The latest news (this morning) is that Democratic challenger Rick Nolan now LEADS incumbent Chip Cravaack (R/Tea Party)  by 50-43. (1000 voters polled; Margin of Error: 3.0%)
Link to full story HERE.

Some further details past the orange frosted breakfast croissant...

   The 8th district has been historically Democratic, with a strong, unionized workforce of miners and their families. It was represented by Jim Oberstar (a Democrat) for over 30 straight years.
      In 2010 Oberstar showed he had gotten rather too comfortable in his seat and the Tea Party tide (coupled with poor turnout among Democratic voters) carried Chip Cravaack (R-Klingon Home World) to an upset victory.
      Cravaack has spent the last 2 years in DC voting for the entire Tea Party agenda. More tellingly he has moved his wife and children to New Hampshire (she apparently got an excellent position with a  Boston firm doing something white collar & lucrative in a binder or two....)
     He also has made it a habit over the last year and more of hiding from his constituents. Oh, he'll announce a "town hall, open meeting" and ask everyone to come. Somehow, the Tea party types always seem to get the word in advance, and are happy to attend, shoot videos, and then send these in to various media outlets. For the rest of the public...not so much. The Cravaack method is on, say, a Tuesday, to announce, "town hall, open meeting" tomorrow (Wednesday) 10:30am at the rest stop picnic shelter at mile post 136 on "the road to International Falls." Like working folks can attend that....on short notice....if they can find out WHICH road to International Falls. (BTW, the International Falls "Icebox of the Nation" Town motto is "I-Falls: 10 months of winter, and 2 months of bad sledding.")
       The Democrats were stunned at Cravaack's victory and it shook them out of their complacency. They had a hard-fought (still some bruises left), 3-way primary, from which Rick Nolan emerged the winner.
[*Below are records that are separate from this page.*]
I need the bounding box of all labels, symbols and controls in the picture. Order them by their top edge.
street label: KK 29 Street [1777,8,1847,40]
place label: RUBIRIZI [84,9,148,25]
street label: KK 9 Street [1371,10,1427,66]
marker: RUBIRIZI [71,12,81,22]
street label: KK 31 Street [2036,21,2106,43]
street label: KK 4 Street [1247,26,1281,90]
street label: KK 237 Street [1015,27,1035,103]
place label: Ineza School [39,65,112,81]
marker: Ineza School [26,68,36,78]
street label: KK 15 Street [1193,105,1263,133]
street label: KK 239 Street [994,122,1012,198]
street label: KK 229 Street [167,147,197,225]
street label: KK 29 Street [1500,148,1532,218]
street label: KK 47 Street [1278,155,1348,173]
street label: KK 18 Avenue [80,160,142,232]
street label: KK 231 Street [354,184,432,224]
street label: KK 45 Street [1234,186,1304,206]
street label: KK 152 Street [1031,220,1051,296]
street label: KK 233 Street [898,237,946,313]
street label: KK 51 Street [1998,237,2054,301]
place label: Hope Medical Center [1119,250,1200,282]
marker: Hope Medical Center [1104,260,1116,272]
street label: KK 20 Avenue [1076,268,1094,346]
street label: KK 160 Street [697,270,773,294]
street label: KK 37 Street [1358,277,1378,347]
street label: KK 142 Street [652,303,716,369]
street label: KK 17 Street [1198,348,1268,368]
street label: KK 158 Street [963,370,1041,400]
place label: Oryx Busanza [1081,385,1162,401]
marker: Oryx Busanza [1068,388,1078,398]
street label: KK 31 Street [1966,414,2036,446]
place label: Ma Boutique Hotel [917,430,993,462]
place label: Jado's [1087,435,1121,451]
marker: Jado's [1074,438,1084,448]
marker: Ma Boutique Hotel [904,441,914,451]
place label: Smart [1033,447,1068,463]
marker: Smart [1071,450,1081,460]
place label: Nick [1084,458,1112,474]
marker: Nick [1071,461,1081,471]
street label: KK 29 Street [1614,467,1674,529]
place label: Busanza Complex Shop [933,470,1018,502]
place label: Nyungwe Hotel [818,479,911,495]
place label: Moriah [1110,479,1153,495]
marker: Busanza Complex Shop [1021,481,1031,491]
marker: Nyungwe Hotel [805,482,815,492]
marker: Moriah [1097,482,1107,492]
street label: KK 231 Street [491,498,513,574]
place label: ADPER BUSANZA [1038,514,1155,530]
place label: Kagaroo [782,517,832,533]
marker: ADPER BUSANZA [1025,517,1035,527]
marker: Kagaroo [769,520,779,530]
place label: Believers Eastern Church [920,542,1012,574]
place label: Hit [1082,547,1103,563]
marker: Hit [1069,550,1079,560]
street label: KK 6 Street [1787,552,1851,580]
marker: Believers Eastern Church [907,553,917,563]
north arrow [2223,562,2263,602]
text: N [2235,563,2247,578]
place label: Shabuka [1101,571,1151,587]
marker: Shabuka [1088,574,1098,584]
Nolan is a former MN Congressman, but from a different district...which he represented from 1974 to 1980! (When we say "old school" we really mean it!)
      Outside groups (like Karl Rove's band of cutthroats and Norm "Horse Dentures" Coleman's group) have put a lot of money into this ($4 million & more, which is kind of an almost-but-not-quite bad thing; the Iron Range has been hurting for years economically, long before the Great Recession, so millions of dollars flowing into media outlets in places like Bemidji & Baudette is kind of a good thing. But still, its political advertising....)
     Nolan has been making a fight of it and pulling into a tie. Today's poll adds to the luster of his internals and also pegs him at the all important 50% mark.
     Going into the crosstabs there are a couple of observations:
     Nolan leads by +3 among men and +10 among women (which USUALLY means you will be leading overall....except on Faux Noise of course).
     Among age groups, Nolan leads in all categories EXCEPT Cravaack leads by +5 among voters aged 40-49...(what has put the leading edge of GenX in that mood?)
     Cut the cloth among religious outlooks, and Nolan leads by +12 among (normal) Protestants and by +10 among Catholics. Among "other religions" (the Zen Temple of Bemidji; Isis Lovers of International Falls; Dyonisius Devotees of Duluth; atheists; and maybe (or maybe not) the agnostics) Nolan leads by +41 (!). Cravaack leads among the fundagelicals (which is an OTHER religion all unto itself) by +35.
     Some odd numbers among income levels:
     Annual Income
     Under $20,000          Nolan +36
     $20K-$40K              Nolan +5
     $40K-$60K              Craavack +9
     $60K-$75K              Nolan +12
     $75K-$100K             Craavack +5
     $100K and up          Nolan +16.

All by way of saying, it's still close, but Nolan seems to be edging ahead and MN may well deliver a net +1 to Nancy Pelosi.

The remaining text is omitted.